WHAT EVER HAPPENED
TO THE NIGERIAN GIRLS KIDNAPPED BY BOKO HARAM?
THIS SUNDAY ON "60 MINUTES": SOME OF THE TEENS KIDNAPPED BY THE ISLAMIST MILITANTS ARE FREE AND BACK IN SCHOOL, PURSUING THE EDUCATION THEIR CAPTORS WANTED TO DENY THEM
Their story went viral and captivated the world: 276 schoolgirls kidnapped from their school in Nigeria and taken into the forest by the Islamist militant group Boko Haram. They endured beatings and bombing attacks and had to eat grass to thwart starvation. Three years after their kidnapping, the Nigerian government was able to free 103 of them. They are traumatized from their ordeal, but undaunted in their pursuit of the education that made them targets for their captors in 2014. Lesley Stahl gains rare access to some of the young women at their school for a 60 MINUTES report to be broadcast Sunday, Feb. 17 (7:00-8:00 PM, ET/PT) on the CBS Television Network.
They are now in their 20s and once again can sing together the Christian songs they grew up with but could never sing above a whisper in captivity. Rebecca, one of the "Chibok Girls," so named for their hometown, tells Stahl, "[Boko Haram said] if you didn't convert to Islam, you wouldn't get home alive."
Stahl visited a group of the women in a special boarding school they attend to continue their studies in preparation for college and receive much-needed help from therapist Somiari Demm. The process of balancing the learning with the healing is a delicate one. "I think at times, we need to kind of scale it back. Trauma really changes the brain, whether memory, cognition, recall, retrieval," says Demm. "We have to meet them where they are. If not, all we're doing is making the situation worse."

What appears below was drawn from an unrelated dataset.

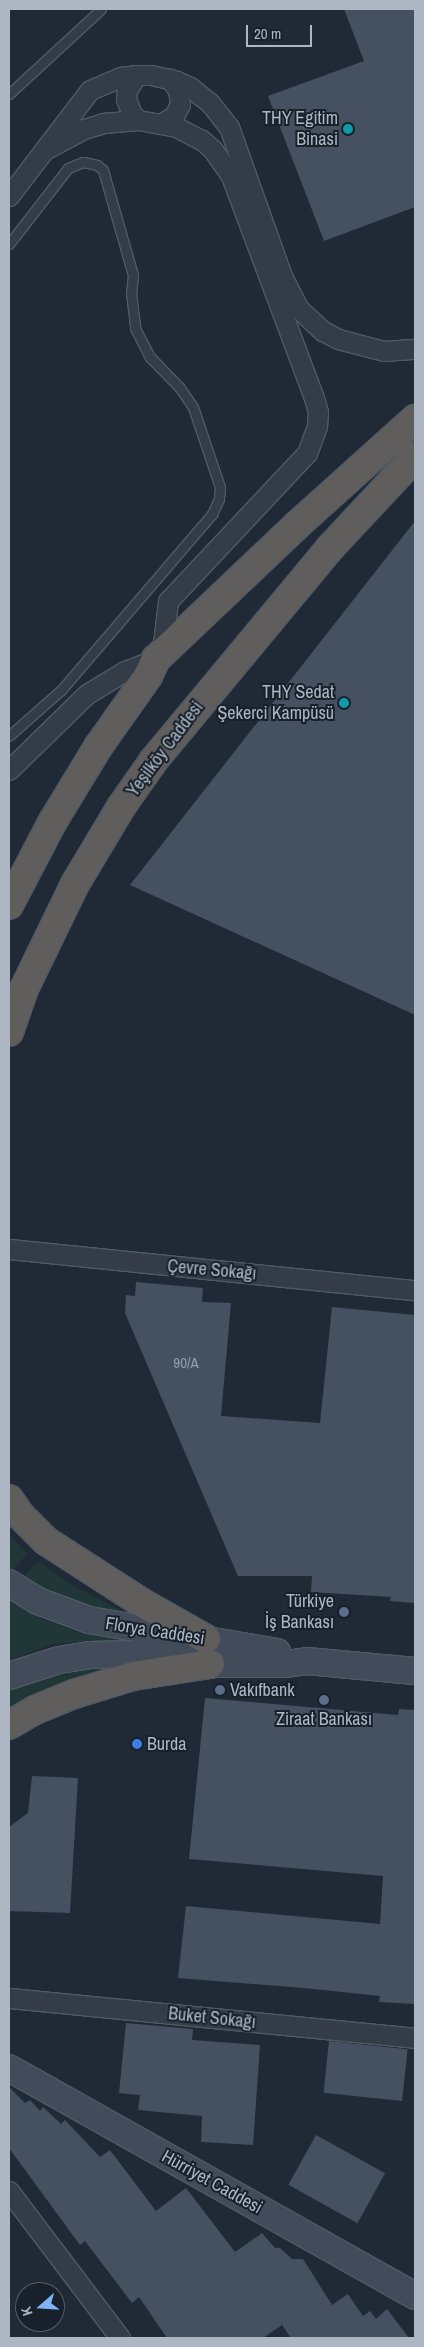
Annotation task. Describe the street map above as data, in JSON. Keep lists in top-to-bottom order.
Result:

Keeping the women physically together after their captivity is central to their caretakers' strategy of healing and educating them. They took care of each other in captivity, right from the first night. Grace badly injured her leg when she was captured. "They are taking care of me. They are fetching water. They are washing me, my clothes, and everything," Grace recalls. Her friend Aisha tells Stahl, "We are worried about her leg. We don't have anybody there who will take care of her. Only us."
Says Demm, "They just had an unbelievable bond, and an attachment to each other."
Boko Haram roughly translates to "western education is forbidden." But even after their kidnapping, the women are determined to finish their schooling. Rebecca tells Stahl, "Even what happened with me will not stop me doing what I already desire in my mind."